/ 30 April 2012

Dozens killed in India ferry disaster

An overcrowded river ferry split in two and sank during a severe storm in northeast India on Monday, leaving at least 40 people dead and 160 missing, police said.

About 150 people were either rescued or swam to safety after the double-decker ferry, whose passengers included women and children, sank in the fast-flowing Brahmaputra river in Assam state.

Rescuers, including army units, rushed to the scene in a desperate bid to find survivors but their efforts were hampered by the bad weather and darkness.

Rahul Karmakar, who witnessed the afternoon sinking, said: “I could see people being swept away as the river current was very strong.”

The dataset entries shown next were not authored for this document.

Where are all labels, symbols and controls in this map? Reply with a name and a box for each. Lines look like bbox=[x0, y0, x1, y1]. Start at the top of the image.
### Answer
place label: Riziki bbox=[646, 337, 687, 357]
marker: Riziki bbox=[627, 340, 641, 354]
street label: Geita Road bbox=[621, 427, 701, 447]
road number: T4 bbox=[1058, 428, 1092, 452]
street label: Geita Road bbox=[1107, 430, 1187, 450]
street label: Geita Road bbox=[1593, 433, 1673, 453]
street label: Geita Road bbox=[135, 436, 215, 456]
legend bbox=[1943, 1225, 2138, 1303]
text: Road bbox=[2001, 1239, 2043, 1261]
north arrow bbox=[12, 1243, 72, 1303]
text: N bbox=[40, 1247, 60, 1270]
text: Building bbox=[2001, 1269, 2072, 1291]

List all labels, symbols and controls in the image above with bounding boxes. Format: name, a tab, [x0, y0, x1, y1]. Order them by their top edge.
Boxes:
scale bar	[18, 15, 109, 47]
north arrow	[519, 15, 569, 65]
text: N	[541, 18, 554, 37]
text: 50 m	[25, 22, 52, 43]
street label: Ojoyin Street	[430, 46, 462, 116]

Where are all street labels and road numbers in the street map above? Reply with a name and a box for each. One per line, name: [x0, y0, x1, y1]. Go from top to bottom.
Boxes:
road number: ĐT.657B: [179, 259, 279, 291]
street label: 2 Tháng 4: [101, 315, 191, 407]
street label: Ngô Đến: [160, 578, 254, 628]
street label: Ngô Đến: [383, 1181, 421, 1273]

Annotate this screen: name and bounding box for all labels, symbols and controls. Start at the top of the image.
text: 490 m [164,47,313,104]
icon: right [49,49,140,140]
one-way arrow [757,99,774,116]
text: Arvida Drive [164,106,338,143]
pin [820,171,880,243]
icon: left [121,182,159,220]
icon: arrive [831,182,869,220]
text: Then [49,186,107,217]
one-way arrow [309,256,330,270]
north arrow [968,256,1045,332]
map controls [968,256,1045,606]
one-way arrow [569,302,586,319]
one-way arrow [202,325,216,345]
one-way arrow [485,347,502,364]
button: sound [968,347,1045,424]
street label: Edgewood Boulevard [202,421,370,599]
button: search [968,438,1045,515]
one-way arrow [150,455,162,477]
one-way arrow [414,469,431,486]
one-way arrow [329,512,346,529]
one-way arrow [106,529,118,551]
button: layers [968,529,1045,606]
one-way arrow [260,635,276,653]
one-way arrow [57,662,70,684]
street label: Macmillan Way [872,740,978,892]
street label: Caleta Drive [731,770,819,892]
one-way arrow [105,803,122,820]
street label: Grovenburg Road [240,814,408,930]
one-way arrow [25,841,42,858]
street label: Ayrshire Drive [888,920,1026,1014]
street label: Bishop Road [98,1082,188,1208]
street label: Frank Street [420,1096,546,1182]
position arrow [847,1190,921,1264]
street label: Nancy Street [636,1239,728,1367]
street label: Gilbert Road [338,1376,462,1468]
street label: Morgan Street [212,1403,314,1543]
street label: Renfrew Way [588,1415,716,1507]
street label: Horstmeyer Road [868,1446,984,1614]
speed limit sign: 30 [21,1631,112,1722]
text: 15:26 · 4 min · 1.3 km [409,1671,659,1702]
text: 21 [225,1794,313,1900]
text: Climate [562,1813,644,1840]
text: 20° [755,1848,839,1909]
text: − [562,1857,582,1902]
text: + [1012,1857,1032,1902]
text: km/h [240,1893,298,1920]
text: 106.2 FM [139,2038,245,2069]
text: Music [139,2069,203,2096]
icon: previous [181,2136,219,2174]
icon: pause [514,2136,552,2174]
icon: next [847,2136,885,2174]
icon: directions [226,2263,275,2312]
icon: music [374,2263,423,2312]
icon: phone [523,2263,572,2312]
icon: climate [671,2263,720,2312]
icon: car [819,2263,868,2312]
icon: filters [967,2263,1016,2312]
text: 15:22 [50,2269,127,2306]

Prime Minister Manmohan Singh called the sinking a “tragedy” and said he had pledged all possible assistance to the state government in the search.

“There were about 350 people on board when a storm split the steamer into two,” Assam state police chief JN Choudhury said.

Disaster response
“So far we have recovered about 40 bodies and an estimated 150 people were either rescued or swam to safety.”

The boat was on its way from Dhubri, around 300km from Assam’s largest city Guwahati, to the adjoining district of Fakirganj.

PC Haloi, police chief of Dhubri district, earlier said the ferry was carrying 250 people.

Assam state chief minister Tarun Gogoi said Singh had telephoned him and promised to rush disaster response units from New Delhi and other locations.

“Army, Border Security Force and other rescue teams with mechanised boats have moved to the site but nightfall and bad weather are hampering rescue efforts,” Gogoi said.

Loss of lives
Singh said in a statement that he was “shocked and grieved to know about the loss of lives”.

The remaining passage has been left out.